→ **WHAT IS REQUIRED**
Look through the entries below and count the lines with "position" in them; the reply is the number alone.
[DATASET RECORDS]
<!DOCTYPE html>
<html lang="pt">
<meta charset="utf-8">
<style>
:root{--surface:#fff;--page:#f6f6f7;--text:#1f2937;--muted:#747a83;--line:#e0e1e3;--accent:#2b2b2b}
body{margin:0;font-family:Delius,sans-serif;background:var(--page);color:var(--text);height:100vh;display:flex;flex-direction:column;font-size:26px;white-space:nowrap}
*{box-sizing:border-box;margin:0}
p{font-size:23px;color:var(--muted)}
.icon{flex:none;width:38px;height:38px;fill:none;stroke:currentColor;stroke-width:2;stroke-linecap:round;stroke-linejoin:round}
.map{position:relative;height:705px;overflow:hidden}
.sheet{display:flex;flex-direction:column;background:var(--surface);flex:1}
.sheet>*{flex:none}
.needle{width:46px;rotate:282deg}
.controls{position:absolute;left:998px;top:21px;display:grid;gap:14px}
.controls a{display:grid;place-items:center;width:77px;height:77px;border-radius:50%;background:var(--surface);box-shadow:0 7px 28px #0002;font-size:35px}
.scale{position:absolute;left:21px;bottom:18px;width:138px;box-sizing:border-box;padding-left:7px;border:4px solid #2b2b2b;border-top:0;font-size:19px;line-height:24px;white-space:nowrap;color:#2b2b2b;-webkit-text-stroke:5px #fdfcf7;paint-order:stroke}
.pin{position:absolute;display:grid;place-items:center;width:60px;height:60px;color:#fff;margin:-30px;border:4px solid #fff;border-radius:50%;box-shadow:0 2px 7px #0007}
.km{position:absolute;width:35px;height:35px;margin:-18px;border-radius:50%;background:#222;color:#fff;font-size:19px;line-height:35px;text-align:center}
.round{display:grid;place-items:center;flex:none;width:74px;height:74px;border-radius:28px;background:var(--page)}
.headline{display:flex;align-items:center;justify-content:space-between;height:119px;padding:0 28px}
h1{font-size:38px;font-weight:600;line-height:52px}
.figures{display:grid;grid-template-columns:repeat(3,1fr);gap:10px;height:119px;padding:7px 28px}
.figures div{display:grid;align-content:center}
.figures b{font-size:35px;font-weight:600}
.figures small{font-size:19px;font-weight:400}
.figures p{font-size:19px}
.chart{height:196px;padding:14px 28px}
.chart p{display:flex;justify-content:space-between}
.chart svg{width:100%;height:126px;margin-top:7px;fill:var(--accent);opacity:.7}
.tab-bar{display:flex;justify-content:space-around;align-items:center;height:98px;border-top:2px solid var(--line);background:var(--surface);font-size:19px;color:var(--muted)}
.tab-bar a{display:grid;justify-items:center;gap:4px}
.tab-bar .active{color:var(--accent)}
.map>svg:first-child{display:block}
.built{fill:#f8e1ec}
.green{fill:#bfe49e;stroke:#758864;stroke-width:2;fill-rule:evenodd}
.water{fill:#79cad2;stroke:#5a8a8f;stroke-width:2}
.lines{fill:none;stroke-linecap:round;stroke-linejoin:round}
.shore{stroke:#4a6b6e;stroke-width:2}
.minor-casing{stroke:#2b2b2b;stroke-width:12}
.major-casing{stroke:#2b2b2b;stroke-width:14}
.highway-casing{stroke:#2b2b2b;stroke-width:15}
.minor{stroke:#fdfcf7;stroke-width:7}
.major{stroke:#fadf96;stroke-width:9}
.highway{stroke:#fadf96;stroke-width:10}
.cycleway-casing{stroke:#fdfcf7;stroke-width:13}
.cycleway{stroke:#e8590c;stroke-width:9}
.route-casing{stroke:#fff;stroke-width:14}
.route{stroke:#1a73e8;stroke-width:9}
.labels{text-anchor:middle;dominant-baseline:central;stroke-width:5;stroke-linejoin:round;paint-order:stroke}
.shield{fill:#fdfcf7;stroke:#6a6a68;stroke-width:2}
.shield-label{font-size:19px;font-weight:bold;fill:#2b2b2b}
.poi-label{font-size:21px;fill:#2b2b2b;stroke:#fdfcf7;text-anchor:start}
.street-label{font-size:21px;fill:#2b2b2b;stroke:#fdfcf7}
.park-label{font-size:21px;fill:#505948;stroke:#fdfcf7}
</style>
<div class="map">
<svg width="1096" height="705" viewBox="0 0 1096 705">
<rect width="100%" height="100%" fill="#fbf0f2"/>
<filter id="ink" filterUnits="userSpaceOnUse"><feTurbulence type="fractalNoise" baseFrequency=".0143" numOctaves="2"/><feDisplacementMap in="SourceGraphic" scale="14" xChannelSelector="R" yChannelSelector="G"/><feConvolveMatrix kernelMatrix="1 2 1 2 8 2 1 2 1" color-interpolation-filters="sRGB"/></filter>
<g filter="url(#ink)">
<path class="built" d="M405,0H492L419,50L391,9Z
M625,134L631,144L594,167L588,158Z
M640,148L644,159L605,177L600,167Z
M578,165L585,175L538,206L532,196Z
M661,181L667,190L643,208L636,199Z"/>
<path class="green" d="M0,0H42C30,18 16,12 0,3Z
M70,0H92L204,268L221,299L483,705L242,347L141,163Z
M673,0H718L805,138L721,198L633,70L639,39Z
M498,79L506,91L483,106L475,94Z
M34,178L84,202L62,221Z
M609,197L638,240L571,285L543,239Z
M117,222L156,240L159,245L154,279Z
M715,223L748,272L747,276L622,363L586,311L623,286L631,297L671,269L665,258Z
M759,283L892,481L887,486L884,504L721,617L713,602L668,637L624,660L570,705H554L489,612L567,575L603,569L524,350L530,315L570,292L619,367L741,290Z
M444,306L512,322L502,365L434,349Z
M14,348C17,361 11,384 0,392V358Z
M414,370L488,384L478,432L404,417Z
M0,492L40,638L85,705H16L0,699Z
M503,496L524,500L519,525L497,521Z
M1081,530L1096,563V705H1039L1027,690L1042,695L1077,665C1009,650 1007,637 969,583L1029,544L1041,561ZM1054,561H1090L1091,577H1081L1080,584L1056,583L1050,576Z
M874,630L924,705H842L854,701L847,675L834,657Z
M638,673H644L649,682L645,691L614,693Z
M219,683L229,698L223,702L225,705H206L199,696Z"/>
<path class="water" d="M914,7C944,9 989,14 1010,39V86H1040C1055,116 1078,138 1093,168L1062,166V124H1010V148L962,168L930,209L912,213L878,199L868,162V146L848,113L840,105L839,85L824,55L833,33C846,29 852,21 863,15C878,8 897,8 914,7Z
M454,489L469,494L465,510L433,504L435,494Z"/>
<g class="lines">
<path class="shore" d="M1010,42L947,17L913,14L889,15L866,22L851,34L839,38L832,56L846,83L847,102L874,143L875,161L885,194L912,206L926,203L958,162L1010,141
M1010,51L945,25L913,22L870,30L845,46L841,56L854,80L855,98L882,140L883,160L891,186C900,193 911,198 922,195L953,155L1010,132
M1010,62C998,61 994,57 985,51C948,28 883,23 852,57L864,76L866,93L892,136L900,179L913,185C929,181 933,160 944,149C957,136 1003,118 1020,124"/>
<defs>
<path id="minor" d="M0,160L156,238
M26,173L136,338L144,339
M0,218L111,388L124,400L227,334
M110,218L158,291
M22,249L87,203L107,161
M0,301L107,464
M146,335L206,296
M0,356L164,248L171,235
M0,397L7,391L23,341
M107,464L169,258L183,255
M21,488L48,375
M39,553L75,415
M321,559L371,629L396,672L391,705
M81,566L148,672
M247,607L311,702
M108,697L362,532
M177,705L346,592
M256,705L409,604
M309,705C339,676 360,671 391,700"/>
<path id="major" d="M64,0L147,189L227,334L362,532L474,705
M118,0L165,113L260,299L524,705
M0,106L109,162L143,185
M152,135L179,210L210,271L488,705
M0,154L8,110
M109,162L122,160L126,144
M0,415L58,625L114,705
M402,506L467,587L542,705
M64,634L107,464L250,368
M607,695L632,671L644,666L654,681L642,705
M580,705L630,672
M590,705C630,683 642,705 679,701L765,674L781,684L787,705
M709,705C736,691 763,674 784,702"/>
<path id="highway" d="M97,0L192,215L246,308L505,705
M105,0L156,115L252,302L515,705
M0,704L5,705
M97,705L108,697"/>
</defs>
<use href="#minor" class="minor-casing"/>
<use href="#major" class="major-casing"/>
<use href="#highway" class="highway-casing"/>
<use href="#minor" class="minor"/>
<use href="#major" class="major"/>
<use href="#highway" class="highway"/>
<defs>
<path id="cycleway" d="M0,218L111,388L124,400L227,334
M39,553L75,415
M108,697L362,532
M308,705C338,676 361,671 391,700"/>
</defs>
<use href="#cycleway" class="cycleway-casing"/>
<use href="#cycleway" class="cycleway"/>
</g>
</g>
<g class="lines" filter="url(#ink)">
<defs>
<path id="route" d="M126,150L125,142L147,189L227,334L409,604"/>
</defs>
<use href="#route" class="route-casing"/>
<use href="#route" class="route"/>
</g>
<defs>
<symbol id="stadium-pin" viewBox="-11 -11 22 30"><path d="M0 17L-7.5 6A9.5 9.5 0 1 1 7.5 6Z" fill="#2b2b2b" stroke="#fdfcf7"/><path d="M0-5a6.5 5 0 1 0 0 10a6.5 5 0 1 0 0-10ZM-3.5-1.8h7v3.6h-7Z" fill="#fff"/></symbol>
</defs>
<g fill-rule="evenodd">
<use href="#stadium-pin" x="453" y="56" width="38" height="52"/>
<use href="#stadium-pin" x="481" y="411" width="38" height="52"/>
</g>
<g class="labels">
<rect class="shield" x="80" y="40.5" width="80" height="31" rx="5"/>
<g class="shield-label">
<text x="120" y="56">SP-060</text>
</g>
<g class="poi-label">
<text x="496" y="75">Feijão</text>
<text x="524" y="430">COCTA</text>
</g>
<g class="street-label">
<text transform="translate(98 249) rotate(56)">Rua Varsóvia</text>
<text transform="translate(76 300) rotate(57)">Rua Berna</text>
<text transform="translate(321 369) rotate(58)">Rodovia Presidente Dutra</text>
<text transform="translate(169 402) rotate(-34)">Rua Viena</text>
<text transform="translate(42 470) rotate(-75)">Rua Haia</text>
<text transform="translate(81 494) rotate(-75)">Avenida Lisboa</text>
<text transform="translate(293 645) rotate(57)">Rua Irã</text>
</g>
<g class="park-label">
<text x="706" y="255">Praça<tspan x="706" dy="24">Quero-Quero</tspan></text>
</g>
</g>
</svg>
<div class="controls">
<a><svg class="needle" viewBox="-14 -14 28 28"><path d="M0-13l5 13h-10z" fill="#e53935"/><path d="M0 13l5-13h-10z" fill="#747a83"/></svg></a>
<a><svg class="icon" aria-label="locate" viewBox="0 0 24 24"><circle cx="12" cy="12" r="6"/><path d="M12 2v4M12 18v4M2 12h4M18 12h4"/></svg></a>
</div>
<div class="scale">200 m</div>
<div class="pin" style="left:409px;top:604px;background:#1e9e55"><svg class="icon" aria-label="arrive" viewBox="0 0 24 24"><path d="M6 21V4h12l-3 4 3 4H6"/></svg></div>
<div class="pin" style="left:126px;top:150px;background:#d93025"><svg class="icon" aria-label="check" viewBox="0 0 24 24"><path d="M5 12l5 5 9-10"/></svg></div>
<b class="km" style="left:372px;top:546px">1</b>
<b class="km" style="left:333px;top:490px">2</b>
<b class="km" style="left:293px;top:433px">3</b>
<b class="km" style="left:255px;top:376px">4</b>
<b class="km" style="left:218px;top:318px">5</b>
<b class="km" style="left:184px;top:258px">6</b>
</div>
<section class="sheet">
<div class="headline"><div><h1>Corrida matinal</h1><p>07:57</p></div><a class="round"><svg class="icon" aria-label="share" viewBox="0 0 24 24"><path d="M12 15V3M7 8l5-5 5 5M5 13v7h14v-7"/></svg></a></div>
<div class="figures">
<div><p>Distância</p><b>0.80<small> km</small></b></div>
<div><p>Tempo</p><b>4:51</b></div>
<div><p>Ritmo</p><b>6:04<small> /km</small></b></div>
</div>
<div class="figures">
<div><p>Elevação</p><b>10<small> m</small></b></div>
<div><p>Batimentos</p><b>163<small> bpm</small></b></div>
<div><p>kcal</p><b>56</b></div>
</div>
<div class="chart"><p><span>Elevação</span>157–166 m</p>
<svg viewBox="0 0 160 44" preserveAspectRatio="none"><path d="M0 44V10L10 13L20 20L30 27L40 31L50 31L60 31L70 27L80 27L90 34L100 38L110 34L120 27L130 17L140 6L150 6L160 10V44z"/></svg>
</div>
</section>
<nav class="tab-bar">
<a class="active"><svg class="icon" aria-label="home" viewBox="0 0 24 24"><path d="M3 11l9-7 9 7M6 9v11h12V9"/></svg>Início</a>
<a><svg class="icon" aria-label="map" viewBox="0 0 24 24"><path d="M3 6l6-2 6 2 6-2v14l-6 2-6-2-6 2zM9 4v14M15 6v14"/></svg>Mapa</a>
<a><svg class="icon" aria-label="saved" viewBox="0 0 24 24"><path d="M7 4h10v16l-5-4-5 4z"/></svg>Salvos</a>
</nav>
[/DATASET RECORDS]
→ **WRITTEN REPLY**
5